INTRODUCTION

Le Collège National des Gynécologues et Obstétriciens Français (CNGOF) et la Société Française d’Oncologie Gynécologique (SFOG) ont décidé d’élaborer en collaboration des référentiels pour le traitement des cancers de l’endomètre, en excluant la prise en charge des récidives et le traitement des sarcomes utérins - tout en gardant les carcinosarcomes, qui rentrent dans le cadre des carcinomes endométriaux.

Ces recommandations sont à considérer comme une actualisation des recommandations publiées sous l’égide de l’Institut National du Cancer en 2011 (1), ainsi que des recommandations d’une conférence de consensus européenne co-organisée par les sociétés d’oncologie médicale, de radiothérapie et d’oncologie gynécologique (ESMO, ESTRO, ESGO) publiées en 2015 (2).

Le traitement suit un processus lié à la place centrale du traitement chirurgical dans la thérapeutique et de l’analyse histopathologique de la pièce opératoire pour la détermination des besoins de traitement adjuvant. La décision pré-opératoire est donc principalement une planification du geste chirurgical et tout particulièrement de la stadification, dont le rapport bénéfice-risque doit être évalué. Cette décision thérapeutique initiale est prise en fonction des informations provisoires, certes imparfaites mais seules disponibles issues du bilan pré-opératoire (stade, type histologique, grade), ce qui conduit à une première stratification des risques en trois catégories qui permet de moduler le traitement chirurgical. Cette stratification est issue de la classification FIGO en vigueur (Tableau 1).

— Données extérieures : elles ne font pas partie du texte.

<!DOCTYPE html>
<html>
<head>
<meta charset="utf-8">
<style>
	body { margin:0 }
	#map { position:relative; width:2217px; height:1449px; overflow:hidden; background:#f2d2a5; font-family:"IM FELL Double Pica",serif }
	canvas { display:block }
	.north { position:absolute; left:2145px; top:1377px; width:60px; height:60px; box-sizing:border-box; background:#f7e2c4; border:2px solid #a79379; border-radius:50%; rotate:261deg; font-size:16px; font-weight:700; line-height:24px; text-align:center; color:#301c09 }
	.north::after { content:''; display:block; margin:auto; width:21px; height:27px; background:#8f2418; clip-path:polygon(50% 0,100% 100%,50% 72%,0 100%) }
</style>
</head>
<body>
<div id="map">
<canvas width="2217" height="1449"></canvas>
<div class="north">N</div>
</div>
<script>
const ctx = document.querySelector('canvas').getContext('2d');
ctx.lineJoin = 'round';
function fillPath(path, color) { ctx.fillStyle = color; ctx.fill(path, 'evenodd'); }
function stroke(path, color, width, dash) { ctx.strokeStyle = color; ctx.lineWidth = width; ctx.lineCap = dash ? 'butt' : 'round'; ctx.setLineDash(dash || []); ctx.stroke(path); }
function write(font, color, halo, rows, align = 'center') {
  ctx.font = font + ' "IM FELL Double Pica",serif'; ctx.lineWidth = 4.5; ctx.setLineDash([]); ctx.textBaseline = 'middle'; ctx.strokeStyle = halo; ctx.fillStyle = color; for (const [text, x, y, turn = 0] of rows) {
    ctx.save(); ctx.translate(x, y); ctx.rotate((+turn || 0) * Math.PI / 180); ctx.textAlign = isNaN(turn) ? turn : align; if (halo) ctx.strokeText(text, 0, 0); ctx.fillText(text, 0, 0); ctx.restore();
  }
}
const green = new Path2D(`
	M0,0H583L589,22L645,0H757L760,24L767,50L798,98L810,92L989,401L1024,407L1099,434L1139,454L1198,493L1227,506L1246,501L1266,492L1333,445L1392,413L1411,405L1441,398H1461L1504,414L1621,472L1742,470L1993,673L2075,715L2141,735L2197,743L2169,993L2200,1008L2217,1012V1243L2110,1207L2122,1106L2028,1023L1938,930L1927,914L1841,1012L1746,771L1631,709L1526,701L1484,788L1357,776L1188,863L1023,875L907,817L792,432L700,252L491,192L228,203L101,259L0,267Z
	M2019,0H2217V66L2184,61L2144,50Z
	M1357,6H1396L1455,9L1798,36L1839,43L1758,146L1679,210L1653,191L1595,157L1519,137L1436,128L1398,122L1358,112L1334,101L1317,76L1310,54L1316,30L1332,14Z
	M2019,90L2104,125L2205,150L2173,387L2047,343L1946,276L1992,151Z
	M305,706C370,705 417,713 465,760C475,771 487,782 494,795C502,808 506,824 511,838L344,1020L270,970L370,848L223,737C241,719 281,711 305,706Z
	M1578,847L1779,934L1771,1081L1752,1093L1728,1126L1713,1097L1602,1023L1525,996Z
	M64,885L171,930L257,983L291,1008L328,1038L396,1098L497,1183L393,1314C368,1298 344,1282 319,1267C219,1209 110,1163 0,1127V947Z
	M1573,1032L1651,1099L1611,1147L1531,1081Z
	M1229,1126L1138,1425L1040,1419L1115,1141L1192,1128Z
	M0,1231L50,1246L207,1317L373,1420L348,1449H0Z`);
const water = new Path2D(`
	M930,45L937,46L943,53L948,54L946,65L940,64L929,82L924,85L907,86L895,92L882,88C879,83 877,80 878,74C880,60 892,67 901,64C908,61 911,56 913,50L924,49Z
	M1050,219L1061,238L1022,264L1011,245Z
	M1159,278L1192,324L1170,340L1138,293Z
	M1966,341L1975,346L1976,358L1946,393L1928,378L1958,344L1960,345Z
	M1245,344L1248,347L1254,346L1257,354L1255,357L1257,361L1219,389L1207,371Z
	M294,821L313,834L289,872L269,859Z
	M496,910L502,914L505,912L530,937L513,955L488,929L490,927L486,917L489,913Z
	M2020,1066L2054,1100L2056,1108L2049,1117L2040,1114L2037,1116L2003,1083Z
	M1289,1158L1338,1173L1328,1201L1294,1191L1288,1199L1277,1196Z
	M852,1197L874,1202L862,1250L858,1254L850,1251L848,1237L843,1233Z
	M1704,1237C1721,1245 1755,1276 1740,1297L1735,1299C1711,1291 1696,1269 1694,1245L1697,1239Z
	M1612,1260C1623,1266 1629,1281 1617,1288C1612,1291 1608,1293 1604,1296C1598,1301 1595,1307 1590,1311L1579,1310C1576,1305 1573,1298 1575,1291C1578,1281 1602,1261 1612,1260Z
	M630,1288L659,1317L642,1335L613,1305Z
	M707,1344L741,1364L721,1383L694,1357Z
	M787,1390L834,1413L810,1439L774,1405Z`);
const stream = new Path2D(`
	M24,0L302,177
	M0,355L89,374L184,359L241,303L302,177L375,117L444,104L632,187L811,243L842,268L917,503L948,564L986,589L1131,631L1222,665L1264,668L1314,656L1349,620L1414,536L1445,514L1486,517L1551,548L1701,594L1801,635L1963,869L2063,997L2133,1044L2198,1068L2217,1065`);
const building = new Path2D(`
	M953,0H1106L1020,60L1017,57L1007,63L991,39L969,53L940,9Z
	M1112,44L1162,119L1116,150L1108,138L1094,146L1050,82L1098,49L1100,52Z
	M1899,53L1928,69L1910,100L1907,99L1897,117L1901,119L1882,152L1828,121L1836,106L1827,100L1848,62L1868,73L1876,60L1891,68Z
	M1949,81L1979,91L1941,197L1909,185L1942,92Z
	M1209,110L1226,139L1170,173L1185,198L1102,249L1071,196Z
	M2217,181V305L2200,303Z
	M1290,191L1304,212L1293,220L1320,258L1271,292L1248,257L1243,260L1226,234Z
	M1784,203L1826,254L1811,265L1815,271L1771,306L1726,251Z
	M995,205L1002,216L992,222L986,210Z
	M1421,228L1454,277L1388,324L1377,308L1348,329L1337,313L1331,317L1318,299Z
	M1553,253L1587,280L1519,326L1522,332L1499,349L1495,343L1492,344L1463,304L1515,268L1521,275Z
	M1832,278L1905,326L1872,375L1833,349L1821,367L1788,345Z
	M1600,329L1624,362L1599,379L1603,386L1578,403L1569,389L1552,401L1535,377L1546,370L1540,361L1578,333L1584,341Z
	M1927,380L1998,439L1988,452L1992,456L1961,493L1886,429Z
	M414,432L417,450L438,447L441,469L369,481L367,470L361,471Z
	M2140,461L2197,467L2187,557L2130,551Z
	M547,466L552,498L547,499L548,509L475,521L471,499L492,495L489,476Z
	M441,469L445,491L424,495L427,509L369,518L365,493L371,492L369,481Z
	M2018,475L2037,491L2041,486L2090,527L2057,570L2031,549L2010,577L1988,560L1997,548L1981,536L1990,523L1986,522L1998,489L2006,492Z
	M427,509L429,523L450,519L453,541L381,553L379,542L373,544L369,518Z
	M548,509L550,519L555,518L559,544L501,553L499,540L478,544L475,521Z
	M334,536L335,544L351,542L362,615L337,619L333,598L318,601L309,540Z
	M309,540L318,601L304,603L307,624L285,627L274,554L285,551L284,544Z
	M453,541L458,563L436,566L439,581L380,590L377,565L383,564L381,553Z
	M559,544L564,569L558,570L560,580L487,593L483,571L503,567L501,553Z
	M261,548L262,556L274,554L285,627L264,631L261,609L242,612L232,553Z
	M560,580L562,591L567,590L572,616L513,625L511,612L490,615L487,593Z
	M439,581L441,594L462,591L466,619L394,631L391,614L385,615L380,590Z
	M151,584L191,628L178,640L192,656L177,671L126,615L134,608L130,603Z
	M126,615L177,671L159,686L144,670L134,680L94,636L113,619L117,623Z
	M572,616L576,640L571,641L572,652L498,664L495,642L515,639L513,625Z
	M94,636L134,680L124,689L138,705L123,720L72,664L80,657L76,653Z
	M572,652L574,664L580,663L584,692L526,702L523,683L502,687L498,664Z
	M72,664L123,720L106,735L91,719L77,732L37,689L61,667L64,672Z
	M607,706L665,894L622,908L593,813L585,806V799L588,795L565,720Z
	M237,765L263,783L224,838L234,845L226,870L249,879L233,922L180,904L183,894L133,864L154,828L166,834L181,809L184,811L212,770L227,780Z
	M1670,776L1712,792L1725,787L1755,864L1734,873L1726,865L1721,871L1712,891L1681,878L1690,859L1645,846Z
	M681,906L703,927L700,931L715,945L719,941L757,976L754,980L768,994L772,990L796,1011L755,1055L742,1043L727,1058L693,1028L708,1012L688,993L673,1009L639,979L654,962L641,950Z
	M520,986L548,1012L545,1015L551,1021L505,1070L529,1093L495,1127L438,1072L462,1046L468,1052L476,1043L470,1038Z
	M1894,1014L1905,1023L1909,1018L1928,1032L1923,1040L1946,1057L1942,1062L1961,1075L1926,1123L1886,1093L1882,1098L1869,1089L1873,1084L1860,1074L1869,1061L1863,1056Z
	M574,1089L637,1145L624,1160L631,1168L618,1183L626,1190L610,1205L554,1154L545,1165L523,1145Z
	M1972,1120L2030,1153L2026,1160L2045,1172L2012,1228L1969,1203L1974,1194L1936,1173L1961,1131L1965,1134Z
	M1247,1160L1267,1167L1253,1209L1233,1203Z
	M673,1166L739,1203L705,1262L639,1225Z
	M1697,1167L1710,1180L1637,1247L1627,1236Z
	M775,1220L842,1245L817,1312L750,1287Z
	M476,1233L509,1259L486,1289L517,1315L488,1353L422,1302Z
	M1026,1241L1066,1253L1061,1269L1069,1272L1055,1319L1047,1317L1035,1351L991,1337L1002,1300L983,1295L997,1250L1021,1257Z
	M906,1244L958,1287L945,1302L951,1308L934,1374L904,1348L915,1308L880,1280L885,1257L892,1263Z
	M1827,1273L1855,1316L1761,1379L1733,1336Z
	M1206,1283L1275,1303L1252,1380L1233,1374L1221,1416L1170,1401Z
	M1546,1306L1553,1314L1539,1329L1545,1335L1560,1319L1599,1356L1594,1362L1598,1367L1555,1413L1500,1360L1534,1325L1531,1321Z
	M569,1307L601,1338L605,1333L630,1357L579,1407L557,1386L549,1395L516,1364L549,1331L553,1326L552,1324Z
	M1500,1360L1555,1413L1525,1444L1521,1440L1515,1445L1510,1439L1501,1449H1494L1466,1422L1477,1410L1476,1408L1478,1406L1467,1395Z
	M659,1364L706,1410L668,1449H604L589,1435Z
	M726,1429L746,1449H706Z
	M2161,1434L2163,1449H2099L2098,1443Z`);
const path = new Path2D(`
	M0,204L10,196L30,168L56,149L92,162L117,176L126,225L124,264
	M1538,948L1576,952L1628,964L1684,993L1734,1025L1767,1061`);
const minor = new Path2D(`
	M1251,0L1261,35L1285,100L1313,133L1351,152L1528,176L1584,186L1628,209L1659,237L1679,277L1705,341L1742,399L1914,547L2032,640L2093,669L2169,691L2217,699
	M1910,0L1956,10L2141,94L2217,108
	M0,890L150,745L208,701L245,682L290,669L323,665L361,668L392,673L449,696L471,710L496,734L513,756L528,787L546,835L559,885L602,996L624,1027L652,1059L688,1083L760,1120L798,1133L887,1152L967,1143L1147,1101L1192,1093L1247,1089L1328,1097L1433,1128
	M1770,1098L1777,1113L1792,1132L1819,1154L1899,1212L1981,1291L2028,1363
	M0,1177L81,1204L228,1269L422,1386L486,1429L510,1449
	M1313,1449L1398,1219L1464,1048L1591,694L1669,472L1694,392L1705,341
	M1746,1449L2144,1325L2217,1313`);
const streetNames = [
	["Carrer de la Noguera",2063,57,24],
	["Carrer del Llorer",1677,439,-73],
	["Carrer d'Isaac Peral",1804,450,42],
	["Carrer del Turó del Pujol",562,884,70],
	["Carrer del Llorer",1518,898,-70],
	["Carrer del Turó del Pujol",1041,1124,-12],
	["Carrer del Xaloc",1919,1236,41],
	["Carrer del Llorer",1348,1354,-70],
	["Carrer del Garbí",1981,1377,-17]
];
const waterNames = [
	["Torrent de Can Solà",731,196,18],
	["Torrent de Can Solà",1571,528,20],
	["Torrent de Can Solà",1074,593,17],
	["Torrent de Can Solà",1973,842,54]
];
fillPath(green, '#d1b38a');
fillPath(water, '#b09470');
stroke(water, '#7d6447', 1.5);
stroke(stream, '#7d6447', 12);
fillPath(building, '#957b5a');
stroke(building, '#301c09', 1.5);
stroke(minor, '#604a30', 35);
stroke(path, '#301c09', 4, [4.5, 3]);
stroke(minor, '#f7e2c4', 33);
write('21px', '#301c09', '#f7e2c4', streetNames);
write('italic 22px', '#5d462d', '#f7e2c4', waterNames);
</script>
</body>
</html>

La décision de traitement adjuvant est prise en fonction des informations définitives issues de l’analyse de la pièce opératoire, avec une deuxième stratification des risques. L’évaluation est alors plus précise, pour deux raisons :
1 - Il peut exister des discordances entre les estimations pré-opératoires des éléments de pronostic (essentiellement le grade et l’infiltration myométriale) et le résultat définitif ;
2 - Certaines caractéristiques pronostiques sont uniquement accessibles à l’examen microscopique de la pièce (emboles lymphatiques (EL) et micro-métastases ganglionnaires).

 

BILAN PRÉ-OPÉRATOIRE

L’interrogatoire (antécédents chirurgicaux, comorbidités, antécédents familiaux du spectre Lynch), l’examen clinique (vagin, col, paramètres, volume utérin, mobilité, aires ganglionnaires, abdomen), complétés, en cas de patiente âgée vulnérable, une évaluation oncogériatrique, sont indispensables. L’échographie pelvienne transvaginale et transpariétale est l’examen de tri indispensable en cas de métrorragies avec col sain. Chez la femme ménopausée, une épaisseur endométriale de plus de 5 mm a une sensibilité de 90% et une spécificité de 54% pour le diagnostic de cancer de l’endomètre. Si le seuil est abaissé à 3 mm, la sensibilité augmente à 98%, au prix d’une réduction de spécificité à 35%10. Le seuil de 4 mm a été choisi par un groupe d’étude américain11.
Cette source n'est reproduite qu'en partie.